### INSTRUCTIONS TO FOLLOW
All of these records need to be duplicated exactly.

━━━━━━━━

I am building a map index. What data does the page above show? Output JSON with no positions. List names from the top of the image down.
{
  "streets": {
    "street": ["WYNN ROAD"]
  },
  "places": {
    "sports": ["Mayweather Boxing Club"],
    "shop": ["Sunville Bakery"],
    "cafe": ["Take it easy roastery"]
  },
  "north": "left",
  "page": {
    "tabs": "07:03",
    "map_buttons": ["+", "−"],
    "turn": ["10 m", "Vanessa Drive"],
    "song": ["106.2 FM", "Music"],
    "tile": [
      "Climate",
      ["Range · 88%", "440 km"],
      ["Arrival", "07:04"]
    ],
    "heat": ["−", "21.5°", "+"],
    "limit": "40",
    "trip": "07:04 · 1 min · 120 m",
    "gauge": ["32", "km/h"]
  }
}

━━━━━━━━

### ANSWER AREA
I am building a map index. What data does the page above show? Output JSON with no positions. List names from the top of the image down.
{
  "streets": {
    "street": ["WYNN ROAD"]
  },
  "places": {
    "sports": ["Mayweather Boxing Club"],
    "shop": ["Sunville Bakery"],
    "cafe": ["Take it easy roastery"]
  },
  "north": "left",
  "page": {
    "tabs": "07:03",
    "map_buttons": ["+", "−"],
    "turn": ["10 m", "Vanessa Drive"],
    "song": ["106.2 FM", "Music"],
    "tile": [
      "Climate",
      ["Range · 88%", "440 km"],
      ["Arrival", "07:04"]
    ],
    "heat": ["−", "21.5°", "+"],
    "limit": "40",
    "trip": "07:04 · 1 min · 120 m",
    "gauge": ["32", "km/h"]
  }
}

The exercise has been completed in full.